B.S. in Electrical Engineering

Electrical engineers use their expertise in math and science to solve problems. They create valuable products including cell phones, high-definition TVs with realistic images, and non-invasive medical imaging systems. These professionals are also responsible for designing power generation and distribution systems, which light our homes, power factories, and operate household appliances. Collaborating in teams, they produce intricate, miniature components found in computers, sensors, stereo systems, weather satellites, cars, contemporary appliances, and automated factories.

Electrical engineering students at SDSU undertake a challenging but rewarding curriculum. Initially, they study foundational courses in calculus, physics, chemistry, and electrical circuits. In their second and third years, they delve into specialized courses specific to their major. These upper-division classes are particularly gratifying as they apply theoretical knowledge in practical scenarios. Students explore diverse areas including analog and digital circuit design, electronic materials, power systems, control systems, communication systems, and electromagnetics, which thoroughly immerse them in the field of electrical engineering.
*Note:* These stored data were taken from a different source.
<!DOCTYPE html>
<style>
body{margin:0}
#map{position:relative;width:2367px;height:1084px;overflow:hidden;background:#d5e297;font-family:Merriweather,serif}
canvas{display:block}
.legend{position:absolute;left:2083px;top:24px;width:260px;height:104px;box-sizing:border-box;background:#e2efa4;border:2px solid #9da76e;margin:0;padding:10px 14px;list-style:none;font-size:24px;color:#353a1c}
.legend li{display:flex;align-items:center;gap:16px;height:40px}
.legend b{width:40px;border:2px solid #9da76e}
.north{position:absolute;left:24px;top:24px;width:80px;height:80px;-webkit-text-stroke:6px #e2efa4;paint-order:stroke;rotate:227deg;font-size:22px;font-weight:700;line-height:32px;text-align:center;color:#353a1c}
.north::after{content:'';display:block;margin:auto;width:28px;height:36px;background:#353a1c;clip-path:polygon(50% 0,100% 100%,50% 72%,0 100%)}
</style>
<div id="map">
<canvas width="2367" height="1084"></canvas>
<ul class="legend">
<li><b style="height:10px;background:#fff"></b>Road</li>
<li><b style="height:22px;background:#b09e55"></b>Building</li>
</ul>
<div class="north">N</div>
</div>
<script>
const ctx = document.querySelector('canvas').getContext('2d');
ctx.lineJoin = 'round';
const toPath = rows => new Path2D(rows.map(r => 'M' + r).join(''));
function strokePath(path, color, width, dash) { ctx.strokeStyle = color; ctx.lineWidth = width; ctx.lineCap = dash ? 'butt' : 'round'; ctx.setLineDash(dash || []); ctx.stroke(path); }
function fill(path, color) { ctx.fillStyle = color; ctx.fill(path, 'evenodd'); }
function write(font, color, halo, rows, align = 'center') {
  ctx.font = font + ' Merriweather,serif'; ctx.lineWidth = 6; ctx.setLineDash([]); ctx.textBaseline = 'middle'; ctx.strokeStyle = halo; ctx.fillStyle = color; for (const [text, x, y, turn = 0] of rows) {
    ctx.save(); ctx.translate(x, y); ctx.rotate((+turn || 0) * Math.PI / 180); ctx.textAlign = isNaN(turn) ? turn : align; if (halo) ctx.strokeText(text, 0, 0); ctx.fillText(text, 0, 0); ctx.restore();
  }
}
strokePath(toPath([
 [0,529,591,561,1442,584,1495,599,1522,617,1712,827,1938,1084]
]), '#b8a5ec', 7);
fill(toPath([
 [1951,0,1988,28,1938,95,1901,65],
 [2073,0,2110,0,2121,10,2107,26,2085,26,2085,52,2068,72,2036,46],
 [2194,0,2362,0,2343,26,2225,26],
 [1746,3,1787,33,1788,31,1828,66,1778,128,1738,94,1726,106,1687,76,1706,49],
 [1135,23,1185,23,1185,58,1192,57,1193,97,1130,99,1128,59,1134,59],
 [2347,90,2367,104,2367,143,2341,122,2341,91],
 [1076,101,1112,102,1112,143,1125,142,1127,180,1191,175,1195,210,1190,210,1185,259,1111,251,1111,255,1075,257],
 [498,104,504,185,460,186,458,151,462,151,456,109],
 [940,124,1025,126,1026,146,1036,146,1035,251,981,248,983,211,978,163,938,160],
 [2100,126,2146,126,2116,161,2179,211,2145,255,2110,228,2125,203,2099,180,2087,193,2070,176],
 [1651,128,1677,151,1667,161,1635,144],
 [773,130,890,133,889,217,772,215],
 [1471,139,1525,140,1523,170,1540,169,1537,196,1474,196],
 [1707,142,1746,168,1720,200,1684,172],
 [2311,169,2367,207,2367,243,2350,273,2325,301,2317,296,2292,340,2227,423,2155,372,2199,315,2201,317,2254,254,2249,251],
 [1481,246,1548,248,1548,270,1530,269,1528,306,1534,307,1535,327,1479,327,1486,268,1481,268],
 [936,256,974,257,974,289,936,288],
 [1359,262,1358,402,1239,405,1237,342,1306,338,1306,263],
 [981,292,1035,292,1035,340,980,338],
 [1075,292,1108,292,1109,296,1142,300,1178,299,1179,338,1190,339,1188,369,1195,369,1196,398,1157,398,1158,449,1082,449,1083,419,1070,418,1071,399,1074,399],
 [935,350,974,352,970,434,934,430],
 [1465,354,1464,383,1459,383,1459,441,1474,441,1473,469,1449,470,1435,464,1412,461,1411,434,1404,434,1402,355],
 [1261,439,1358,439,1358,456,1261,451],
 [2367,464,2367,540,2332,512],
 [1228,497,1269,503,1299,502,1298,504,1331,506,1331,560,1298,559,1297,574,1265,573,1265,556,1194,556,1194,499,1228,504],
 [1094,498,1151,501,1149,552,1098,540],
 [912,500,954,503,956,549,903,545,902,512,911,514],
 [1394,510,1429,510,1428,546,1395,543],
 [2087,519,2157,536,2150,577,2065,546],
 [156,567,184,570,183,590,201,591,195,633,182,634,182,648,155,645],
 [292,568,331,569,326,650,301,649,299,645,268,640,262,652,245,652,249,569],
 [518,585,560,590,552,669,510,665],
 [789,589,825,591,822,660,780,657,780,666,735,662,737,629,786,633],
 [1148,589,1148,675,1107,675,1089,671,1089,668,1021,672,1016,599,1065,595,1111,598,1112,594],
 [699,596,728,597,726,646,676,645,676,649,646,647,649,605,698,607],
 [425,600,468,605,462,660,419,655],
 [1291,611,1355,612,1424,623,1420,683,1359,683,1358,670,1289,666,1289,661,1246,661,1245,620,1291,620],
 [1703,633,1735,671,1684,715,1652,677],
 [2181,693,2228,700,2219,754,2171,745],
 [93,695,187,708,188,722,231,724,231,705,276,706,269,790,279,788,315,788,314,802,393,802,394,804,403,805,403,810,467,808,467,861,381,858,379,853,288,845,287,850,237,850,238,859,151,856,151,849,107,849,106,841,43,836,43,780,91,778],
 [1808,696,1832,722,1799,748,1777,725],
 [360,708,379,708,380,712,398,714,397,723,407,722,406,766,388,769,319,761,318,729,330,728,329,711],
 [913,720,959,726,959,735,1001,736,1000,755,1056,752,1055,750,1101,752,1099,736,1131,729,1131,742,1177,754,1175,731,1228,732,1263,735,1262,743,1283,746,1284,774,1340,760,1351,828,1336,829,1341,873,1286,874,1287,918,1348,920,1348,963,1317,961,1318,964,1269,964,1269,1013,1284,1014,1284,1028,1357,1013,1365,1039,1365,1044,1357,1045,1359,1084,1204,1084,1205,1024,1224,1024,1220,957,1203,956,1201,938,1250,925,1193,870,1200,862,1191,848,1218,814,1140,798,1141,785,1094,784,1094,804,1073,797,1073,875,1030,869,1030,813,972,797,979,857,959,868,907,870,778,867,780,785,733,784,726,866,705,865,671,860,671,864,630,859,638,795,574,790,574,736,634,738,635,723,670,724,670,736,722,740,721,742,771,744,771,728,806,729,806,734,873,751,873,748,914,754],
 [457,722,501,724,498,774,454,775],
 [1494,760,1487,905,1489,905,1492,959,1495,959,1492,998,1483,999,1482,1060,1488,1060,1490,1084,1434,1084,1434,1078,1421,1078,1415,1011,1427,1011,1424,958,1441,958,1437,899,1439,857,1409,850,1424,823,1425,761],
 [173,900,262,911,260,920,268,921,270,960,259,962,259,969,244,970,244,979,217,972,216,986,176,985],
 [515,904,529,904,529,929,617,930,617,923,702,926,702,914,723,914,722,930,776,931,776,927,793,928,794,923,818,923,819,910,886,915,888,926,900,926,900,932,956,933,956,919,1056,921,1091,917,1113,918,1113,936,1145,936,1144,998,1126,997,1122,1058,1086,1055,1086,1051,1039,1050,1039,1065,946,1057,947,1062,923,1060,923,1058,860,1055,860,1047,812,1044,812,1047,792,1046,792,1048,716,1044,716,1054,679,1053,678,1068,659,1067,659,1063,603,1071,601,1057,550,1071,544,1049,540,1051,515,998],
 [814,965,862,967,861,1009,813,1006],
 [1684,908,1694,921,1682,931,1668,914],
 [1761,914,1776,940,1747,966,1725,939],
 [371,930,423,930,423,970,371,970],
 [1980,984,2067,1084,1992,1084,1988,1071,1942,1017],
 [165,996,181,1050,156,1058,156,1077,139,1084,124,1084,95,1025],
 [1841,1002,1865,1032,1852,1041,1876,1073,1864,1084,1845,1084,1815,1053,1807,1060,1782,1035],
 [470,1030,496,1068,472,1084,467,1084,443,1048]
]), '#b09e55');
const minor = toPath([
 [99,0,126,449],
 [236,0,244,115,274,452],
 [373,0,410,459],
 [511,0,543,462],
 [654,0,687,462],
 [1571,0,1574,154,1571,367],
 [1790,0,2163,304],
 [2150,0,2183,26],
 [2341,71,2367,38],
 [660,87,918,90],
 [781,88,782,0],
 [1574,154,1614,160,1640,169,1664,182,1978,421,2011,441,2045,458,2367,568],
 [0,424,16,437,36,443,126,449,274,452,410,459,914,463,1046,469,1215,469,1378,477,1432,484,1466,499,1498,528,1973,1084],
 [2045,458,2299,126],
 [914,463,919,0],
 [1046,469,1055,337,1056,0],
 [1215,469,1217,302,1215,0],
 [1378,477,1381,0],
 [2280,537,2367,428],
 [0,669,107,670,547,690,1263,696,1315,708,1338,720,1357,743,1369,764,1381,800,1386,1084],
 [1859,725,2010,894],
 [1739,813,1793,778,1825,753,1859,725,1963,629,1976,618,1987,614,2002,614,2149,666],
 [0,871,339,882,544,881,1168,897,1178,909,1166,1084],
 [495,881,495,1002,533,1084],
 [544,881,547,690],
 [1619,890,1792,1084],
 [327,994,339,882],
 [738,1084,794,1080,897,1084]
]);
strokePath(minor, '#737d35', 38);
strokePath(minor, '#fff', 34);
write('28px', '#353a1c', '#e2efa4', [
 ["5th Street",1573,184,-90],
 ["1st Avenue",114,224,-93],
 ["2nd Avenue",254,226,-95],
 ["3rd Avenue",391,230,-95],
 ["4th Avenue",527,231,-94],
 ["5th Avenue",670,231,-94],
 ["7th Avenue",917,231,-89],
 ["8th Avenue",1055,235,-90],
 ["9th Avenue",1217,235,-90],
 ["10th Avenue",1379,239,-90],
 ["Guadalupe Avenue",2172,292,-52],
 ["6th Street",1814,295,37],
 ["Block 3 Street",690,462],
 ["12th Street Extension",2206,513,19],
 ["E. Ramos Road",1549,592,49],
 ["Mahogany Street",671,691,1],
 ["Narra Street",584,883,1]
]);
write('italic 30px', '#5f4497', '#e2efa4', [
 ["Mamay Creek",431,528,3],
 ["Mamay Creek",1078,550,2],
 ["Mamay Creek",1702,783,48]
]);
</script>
A highlight of the program is the selection of technical electives, allowing students to tailor their education to their interests. Elective options are varied, encompassing fields like VLSI design (which involves microchip design), biomedical instrumentation, microwave transmission, communication systems, digital signal processing, microprocessors, multi-media programming, power systems design and analysis, optical electronics, and computer networks. The Department of Electrical and Computer Engineering at SDSU is notable for its flexibility in elective choices, offering the most diverse range among the four engineering departments.

B.S. in Computer Engineering

Computer Engineers are involved in the design, development, manufacture, installation, and operation of general purpose and embedded computers of all sorts. They are concerned with both hardware (i.e., the electronic circuits and devices that actually store and process information) and software (i.e., the programs that control the operation of the hardware).

Computer Engineers specialize in a broad range of areas, encompassing the design, development, manufacturing, installation, and management of various general purpose and embedded computers. Their expertise lies in both hardware – the electronic circuits and devices that store and process data – and software, which includes the programs directing hardware operations.

Their work extends to embedded controllers found in a variety of everyday and specialized devices, such as automobiles, home appliances, cameras, robots, and medical instruments. Their education includes courses focused on computer networks and systems capable of handling extensive audio and video data.

The Bachelor of Science degree in Computer Engineering lays a robust groundwork in mathematics, science, computer hardware, software, and engineering design. Beyond core subjects, students choose from professional electives that cover a range of topics including Very Large Scale Integration (VLSI) Circuits, multimedia systems (processing audio, visual, and textual information), computer networks, and digital signal processing. A pivotal part of the curriculum is a capstone design course, which fosters teamwork, design methodology, economic and social awareness, as well as oral and written communication skills, and encourages creative thinking.

This curriculum strikes a balance between theoretical knowledge and practical application, equipping graduates for immediate employment or further academic pursuits in the field.

The B.S degree in Computer Engineering provides a solid foundation in the fundamentals of mathematics, science, computer hardware, computer software, and engineering design. In addition to the fundamental classes, the students are required to select professional electives. Among these are courses that explore Very Large Integration (VLSI) Circuits; multimedia systems that process audio and visual information and text; computer networks; and digital signal processing to name a few. All students are required to participate in a capstone design course which emphasizes team work, design process, consideration of economic and social factors, oral and written communication and creative thinking. The computer engineering curriculum provides a balance between theory and practice that prepares the graduate for both immediate employment or to pursue a graduate study in the field.